Exercise requirements: If a line in the entries below holds the string "this", copy it.

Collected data
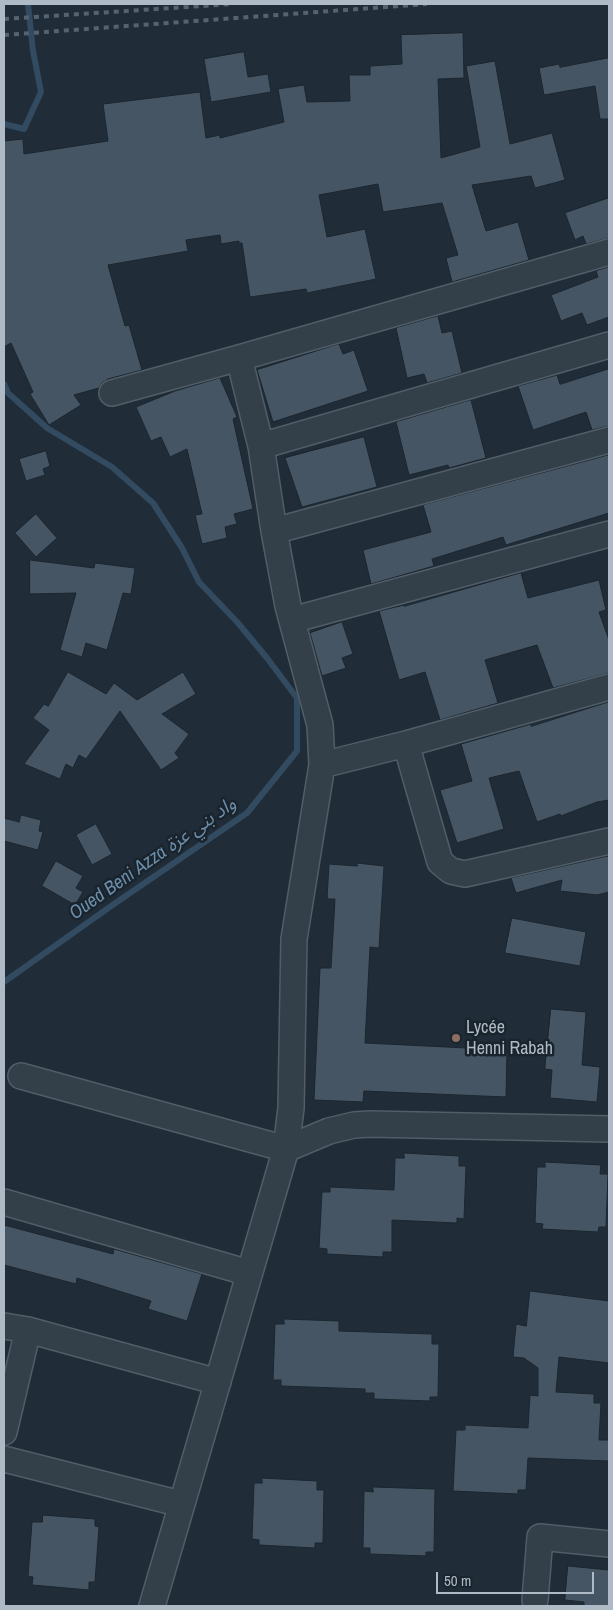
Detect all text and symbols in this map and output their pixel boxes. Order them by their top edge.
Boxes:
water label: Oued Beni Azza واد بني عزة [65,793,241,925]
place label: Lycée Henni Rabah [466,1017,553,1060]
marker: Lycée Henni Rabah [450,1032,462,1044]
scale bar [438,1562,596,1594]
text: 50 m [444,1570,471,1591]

--

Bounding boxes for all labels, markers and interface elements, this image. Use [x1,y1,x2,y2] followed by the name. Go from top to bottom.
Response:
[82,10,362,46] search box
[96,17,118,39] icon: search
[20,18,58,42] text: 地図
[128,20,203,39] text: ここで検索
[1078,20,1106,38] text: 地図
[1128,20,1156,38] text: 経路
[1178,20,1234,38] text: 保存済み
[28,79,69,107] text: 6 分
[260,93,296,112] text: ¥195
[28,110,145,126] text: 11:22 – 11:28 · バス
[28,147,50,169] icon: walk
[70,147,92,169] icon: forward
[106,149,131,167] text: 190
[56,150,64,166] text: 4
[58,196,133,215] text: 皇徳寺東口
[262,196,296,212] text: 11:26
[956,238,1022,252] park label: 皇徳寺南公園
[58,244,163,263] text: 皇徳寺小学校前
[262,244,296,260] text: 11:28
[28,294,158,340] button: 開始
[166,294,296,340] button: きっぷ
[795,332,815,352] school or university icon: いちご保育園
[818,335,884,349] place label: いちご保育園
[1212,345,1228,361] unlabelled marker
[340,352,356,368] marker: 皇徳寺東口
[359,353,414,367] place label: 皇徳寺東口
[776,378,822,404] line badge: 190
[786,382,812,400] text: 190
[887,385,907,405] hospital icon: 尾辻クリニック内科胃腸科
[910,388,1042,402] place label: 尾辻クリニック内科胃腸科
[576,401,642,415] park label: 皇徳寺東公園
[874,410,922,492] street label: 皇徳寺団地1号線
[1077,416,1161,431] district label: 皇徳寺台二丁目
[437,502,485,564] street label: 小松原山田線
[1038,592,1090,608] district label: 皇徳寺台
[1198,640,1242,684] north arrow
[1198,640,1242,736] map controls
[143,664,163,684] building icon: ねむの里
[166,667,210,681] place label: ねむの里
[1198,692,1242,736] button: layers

Answer section:
Detect all text and symbols in this map and output their pixel boxes. Order them by their top edge.
Bounding boxes for all labels, markers and interface elements, this image. Use [x1,y1,x2,y2] followed by the name. Go from top to bottom.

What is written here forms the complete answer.